(Stored items)
☆ ☆ ☆

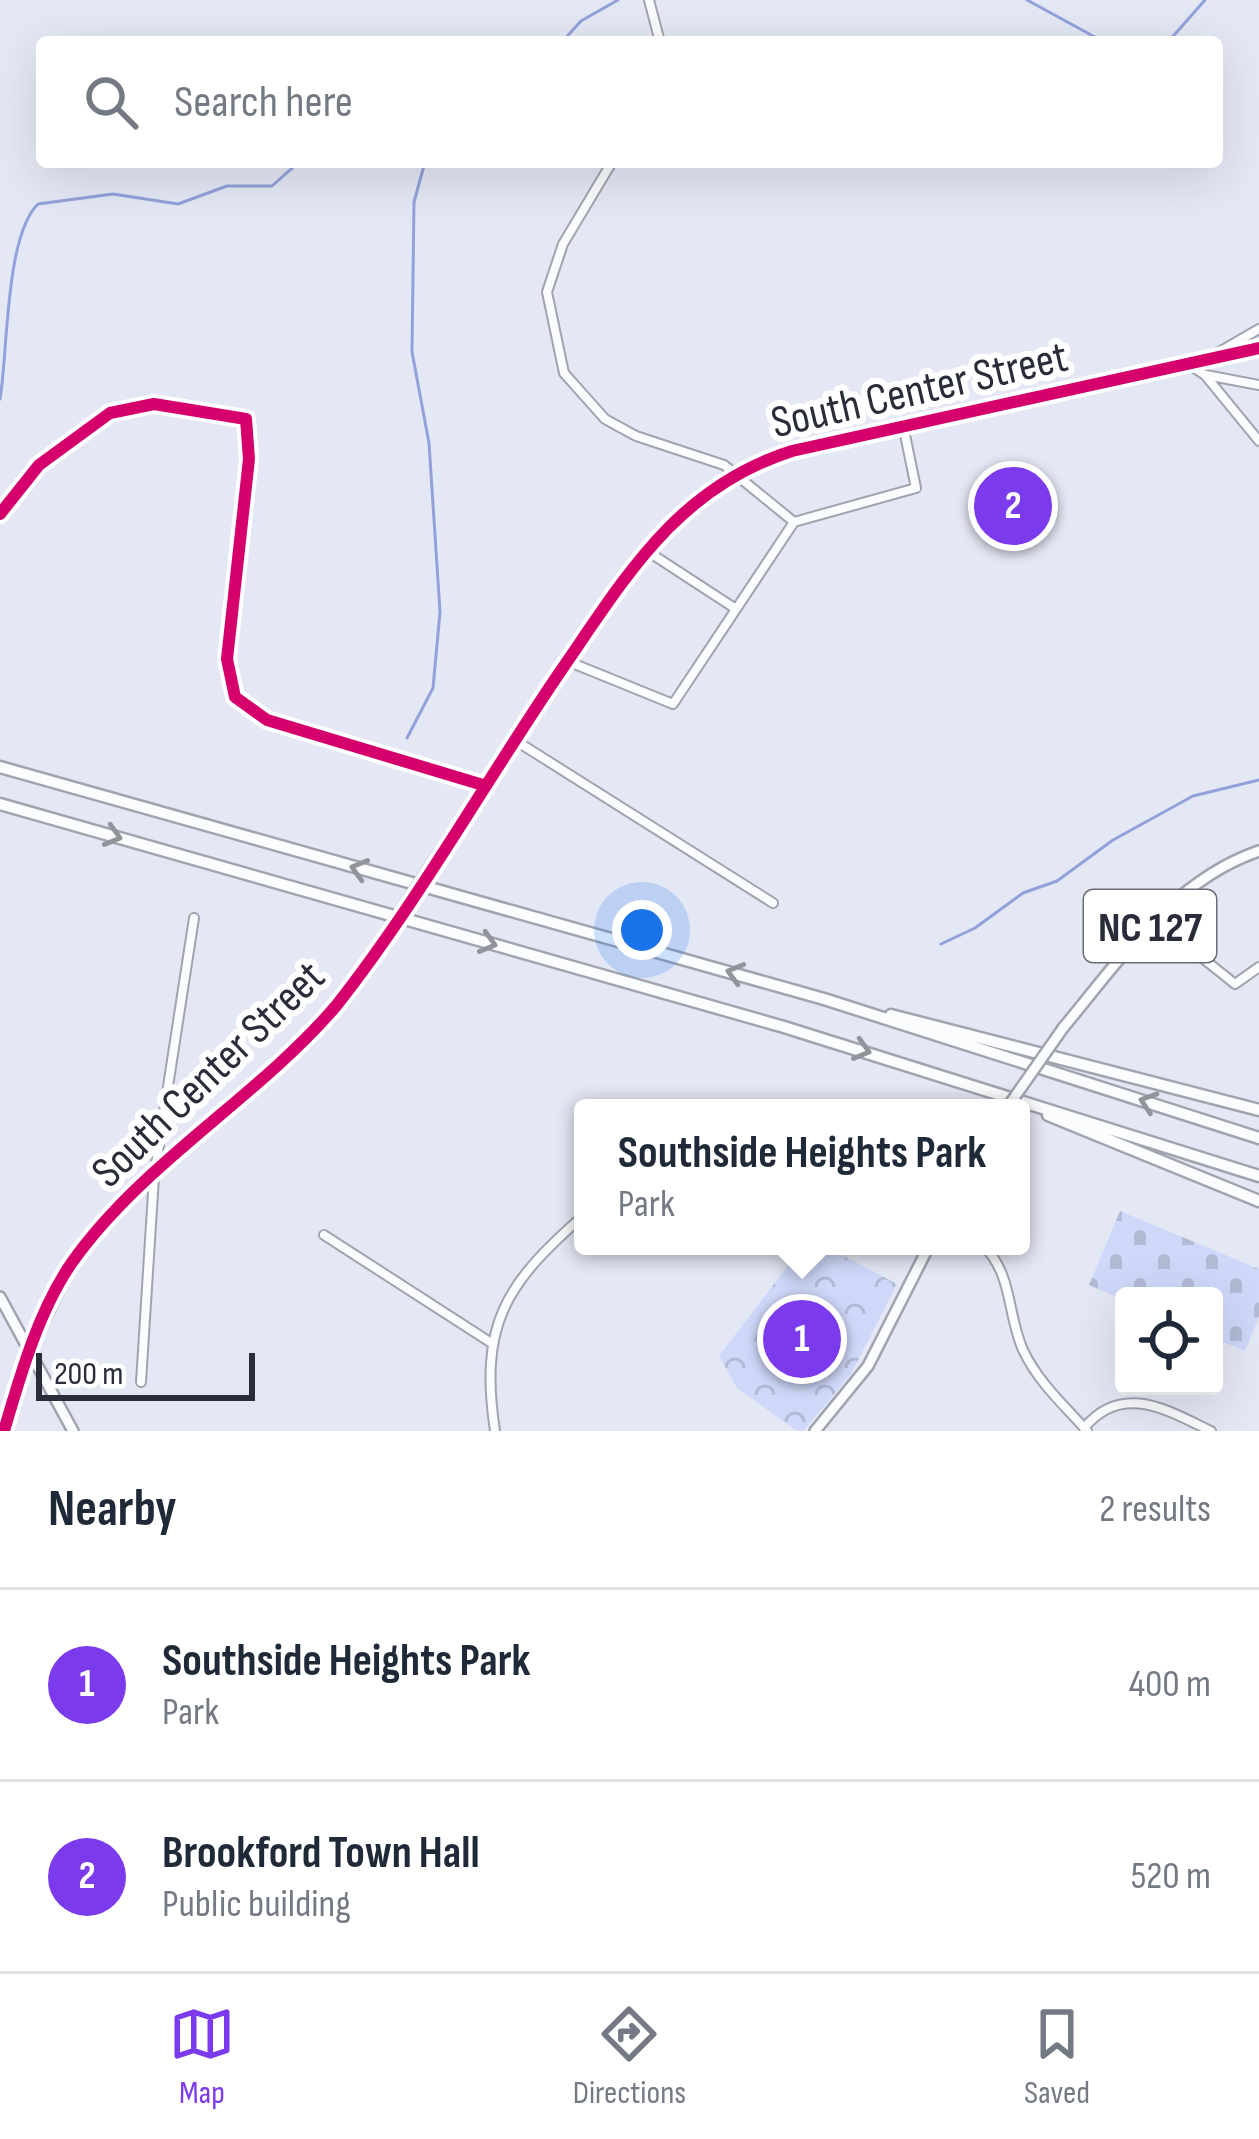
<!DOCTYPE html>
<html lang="en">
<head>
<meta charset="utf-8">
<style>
	:root { --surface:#fff; --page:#f6f6f7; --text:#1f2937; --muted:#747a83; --line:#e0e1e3; --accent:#7c3aed }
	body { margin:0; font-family:"Sofia Sans Condensed",sans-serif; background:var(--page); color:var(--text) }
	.controls { position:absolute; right:36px; bottom:36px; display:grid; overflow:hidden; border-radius:12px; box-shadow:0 12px 48px #0002 }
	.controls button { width:108px; height:108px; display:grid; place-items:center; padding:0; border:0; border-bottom:3px solid var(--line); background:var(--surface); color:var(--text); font:60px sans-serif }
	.scale { position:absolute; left:36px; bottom:30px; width:219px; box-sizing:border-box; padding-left:12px; border:6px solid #292d39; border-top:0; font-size:33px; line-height:42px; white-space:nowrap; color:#292d39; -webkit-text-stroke:9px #fff; paint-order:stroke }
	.you { position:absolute; left:642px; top:930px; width:42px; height:42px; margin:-30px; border:9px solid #fff; border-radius:50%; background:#1a73e8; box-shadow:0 0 0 18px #1a73e833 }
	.badge { display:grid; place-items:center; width:78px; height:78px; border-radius:50%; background:var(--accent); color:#fff; font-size:39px; font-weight:700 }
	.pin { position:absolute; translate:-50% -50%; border:6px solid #fff; box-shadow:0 3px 12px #0006 }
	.popup { position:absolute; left:574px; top:1099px; width:456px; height:156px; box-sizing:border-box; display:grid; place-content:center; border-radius:12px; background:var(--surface); filter:drop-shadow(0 3px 9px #0005); font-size:39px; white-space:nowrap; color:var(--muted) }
	.popup b { font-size:45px; color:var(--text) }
	.popup::after { content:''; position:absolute; left:50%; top:100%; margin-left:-24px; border:24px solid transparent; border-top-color:var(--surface) }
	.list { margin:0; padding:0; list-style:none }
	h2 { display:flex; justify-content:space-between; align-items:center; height:156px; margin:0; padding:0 48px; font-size:51px }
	h2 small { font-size:39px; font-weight:400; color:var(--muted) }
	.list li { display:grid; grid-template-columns:78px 1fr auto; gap:36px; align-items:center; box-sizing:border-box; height:192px; padding:0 48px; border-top:3px solid var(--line) }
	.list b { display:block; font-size:45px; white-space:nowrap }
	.list p { margin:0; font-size:39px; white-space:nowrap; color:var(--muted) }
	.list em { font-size:39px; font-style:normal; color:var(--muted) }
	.icon { flex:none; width:66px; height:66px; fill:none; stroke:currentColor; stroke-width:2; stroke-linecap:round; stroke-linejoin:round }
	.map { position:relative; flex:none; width:1259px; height:1431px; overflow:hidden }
	.search { position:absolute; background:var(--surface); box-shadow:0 12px 48px #0002; left:36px; right:36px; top:36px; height:132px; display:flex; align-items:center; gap:30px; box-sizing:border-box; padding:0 42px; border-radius:12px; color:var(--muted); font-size:45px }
	.sheet { height:540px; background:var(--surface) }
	nav { display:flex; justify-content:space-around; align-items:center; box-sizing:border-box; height:168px; border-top:3px solid var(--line); background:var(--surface); font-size:33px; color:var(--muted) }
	nav a { display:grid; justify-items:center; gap:6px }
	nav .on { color:var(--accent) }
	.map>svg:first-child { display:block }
	.forest { fill:url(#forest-crowns) }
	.cemetery { fill:url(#cemetery-stones) }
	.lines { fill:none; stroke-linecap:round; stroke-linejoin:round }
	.stream { stroke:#93a1da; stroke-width:3 }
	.minor-casing { stroke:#a0a4af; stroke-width:12 }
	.major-casing { stroke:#a0a4af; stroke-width:14 }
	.highway-casing { stroke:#a0a4af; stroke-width:15 }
	.minor { stroke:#fbfcfe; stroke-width:8 }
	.major { stroke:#fbfcfe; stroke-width:9 }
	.highway { stroke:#fbfcfe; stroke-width:10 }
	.minor-bridge-casing { stroke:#a0a4af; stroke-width:12; stroke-linecap:butt }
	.major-bridge-casing { stroke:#a0a4af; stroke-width:14; stroke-linecap:butt }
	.minor-bridge { stroke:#fbfcfe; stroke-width:8 }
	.major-bridge { stroke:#fbfcfe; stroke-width:9 }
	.cycleway-casing { stroke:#fff; stroke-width:20 }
	.cycleway { stroke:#d6006c; stroke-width:12 }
	.oneway { stroke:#92949c }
	.labels { text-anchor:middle; stroke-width:12; stroke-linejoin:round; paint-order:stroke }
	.shield { fill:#fff; stroke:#696c74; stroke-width:3 }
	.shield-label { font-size:42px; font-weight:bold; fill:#292d39 }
	.street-label { font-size:45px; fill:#292d39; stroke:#fff }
</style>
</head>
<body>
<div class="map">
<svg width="1259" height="1431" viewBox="0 0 1259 1431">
	<defs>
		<pattern id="forest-crowns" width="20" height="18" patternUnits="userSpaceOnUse" patternTransform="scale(3)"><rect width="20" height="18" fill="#cfd8f9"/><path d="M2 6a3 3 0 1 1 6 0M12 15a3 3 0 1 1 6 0" fill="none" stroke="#b2bad6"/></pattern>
		<pattern id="cemetery-stones" width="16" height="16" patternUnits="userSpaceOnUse" patternTransform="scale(3)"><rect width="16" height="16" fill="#cfd8f9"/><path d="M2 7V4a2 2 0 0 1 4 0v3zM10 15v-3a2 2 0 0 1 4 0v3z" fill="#b2bad6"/></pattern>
	</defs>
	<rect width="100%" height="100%" fill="#e4e8f5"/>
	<path class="forest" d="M803 1246H825L897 1284 851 1374 803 1431H797L737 1388 719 1356Z"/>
	<path class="cemetery" d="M1120 1211 1259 1269V1317L1245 1351 1214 1338V1296L1124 1300 1089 1285Z"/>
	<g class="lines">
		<path class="stream" d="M1027 0 1104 42
			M562 42 581 21 618 0
			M1168 42 1205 0
			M0 399C8 353 5 236 38 204L113 194 178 204 227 186H272L299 162
			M407 738 433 688 440 612 429 443 412 352 414 202 425 162
			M941 944 975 928 1023 893 1057 881 1113 840 1193 796 1259 780"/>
		<defs>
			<path id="minor" d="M649 0 660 42
				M612 162 563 244 547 292 564 373 605 419 636 436 724 465 794 522
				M1214 355 1259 329
				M1188 364 1205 375 1259 441
				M1206 375 1259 385
				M0 514 39 465 110 413 154 404 246 419 249 459 227 659 235 697 267 720 483 785
				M794 522 916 488 903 425
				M644 549 736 609
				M567 661 673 704 794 522
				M513 739 773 903
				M434 859 633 562C679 505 736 465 807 447L1259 348
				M1155 920 1235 984 1259 967
				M324 1235 493 1344
				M984 1246C1013 1276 1007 1314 1023 1350 1038 1382 1064 1405 1087 1431
				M141 1382 154 1177 194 918
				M1084 1428C1122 1382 1167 1410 1211 1431
				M4 1431 30 1353 74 1260 121 1207 322 1022 379 943
				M495 1431C479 1325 505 1284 583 1216"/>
			<path id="major" d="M1063 1028C1119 961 1173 880 1259 851
				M0 1297 73 1431
				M815 1431 868 1366 929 1246"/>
			<path id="highway" d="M0 767 824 999 1259 1138
				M0 804 784 1027 1259 1176
				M891 1015 1259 1110
				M1048 1115 1259 1201"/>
		</defs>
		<use href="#minor" class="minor-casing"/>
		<use href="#major" class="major-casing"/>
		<use href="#highway" class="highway-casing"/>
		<use href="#minor" class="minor"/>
		<use href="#major" class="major"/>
		<use href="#highway" class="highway"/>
		<defs>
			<path id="minor-bridge" d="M379 943 434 859"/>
			<path id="major-bridge" d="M1007 1108 1063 1028"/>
		</defs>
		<use href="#minor-bridge" class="minor-bridge-casing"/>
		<use href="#major-bridge" class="major-bridge-casing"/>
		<use href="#minor-bridge" class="minor-bridge"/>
		<use href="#major-bridge" class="major-bridge"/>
		<defs>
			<path id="cycleway" d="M0 514 39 465 110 413 154 404 246 419 249 459 227 659 235 697 267 720 483 785
				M4 1431C20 1376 39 1309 73 1261 144 1162 257 1098 336 1006 418 902 485 782 560 672 625 578 676 488 792 451L1259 348"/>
		</defs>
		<use href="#cycleway" class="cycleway-casing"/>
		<use href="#cycleway" class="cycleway"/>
	</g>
	<defs><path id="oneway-chevron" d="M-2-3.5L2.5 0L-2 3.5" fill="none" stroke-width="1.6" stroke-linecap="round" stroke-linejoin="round" transform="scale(3)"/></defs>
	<g class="oneway">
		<use href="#oneway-chevron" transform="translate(113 836) rotate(16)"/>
		<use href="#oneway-chevron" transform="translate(359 869) rotate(-164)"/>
		<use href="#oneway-chevron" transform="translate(488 943) rotate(16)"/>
		<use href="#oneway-chevron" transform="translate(735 973) rotate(-164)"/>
		<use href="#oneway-chevron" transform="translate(862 1050) rotate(16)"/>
		<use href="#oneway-chevron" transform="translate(1148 1102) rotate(-162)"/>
	</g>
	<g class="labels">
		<rect class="shield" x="1084" y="890" width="132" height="72" rx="9"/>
		<g class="shield-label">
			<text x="1150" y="941">NC 127</text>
		</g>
		<g class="street-label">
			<text transform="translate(919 388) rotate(-13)" y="16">South Center Street</text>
			<text transform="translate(207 1073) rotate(-44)" y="16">South Center Street</text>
		</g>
	</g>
</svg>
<div class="controls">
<button><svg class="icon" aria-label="locate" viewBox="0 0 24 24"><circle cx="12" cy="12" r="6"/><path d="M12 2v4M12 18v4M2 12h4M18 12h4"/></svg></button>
</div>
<div class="scale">200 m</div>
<div class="you"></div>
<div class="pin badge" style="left:802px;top:1339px">1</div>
<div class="popup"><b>Southside Heights Park</b>Park</div>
<div class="pin badge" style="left:1013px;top:506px">2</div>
<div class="search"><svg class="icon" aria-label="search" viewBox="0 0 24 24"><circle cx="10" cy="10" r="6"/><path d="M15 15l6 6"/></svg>Search here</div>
</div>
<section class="sheet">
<h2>Nearby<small>2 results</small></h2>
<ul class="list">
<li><span class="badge">1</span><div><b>Southside Heights Park</b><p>Park</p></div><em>400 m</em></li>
<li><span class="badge">2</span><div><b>Brookford Town Hall</b><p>Public building</p></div><em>520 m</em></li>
</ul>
</section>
<nav>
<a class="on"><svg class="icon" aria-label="map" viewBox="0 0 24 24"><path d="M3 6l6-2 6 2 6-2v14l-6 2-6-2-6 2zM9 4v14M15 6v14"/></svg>Map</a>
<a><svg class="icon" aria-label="directions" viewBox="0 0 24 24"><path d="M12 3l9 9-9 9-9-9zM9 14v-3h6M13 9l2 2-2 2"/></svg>Directions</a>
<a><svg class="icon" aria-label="saved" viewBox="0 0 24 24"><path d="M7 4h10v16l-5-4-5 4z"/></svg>Saved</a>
</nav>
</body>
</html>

☆ ☆ ☆

Take the lines above from the top of the records through the one with "position:absolute; left:36px; bottom:30px;" and repeat them exactly, without any pictures.

Result of the exercise =
<!DOCTYPE html>
<html lang="en">
<head>
<meta charset="utf-8">
<style>
	:root { --surface:#fff; --page:#f6f6f7; --text:#1f2937; --muted:#747a83; --line:#e0e1e3; --accent:#7c3aed }
	body { margin:0; font-family:"Sofia Sans Condensed",sans-serif; background:var(--page); color:var(--text) }
	.controls { position:absolute; right:36px; bottom:36px; display:grid; overflow:hidden; border-radius:12px; box-shadow:0 12px 48px #0002 }
	.controls button { width:108px; height:108px; display:grid; place-items:center; padding:0; border:0; border-bottom:3px solid var(--line); background:var(--surface); color:var(--text); font:60px sans-serif }
	.scale { position:absolute; left:36px; bottom:30px; width:219px; box-sizing:border-box; padding-left:12px; border:6px solid #292d39; border-top:0; font-size:33px; line-height:42px; white-space:nowrap; color:#292d39; -webkit-text-stroke:9px #fff; paint-order:stroke }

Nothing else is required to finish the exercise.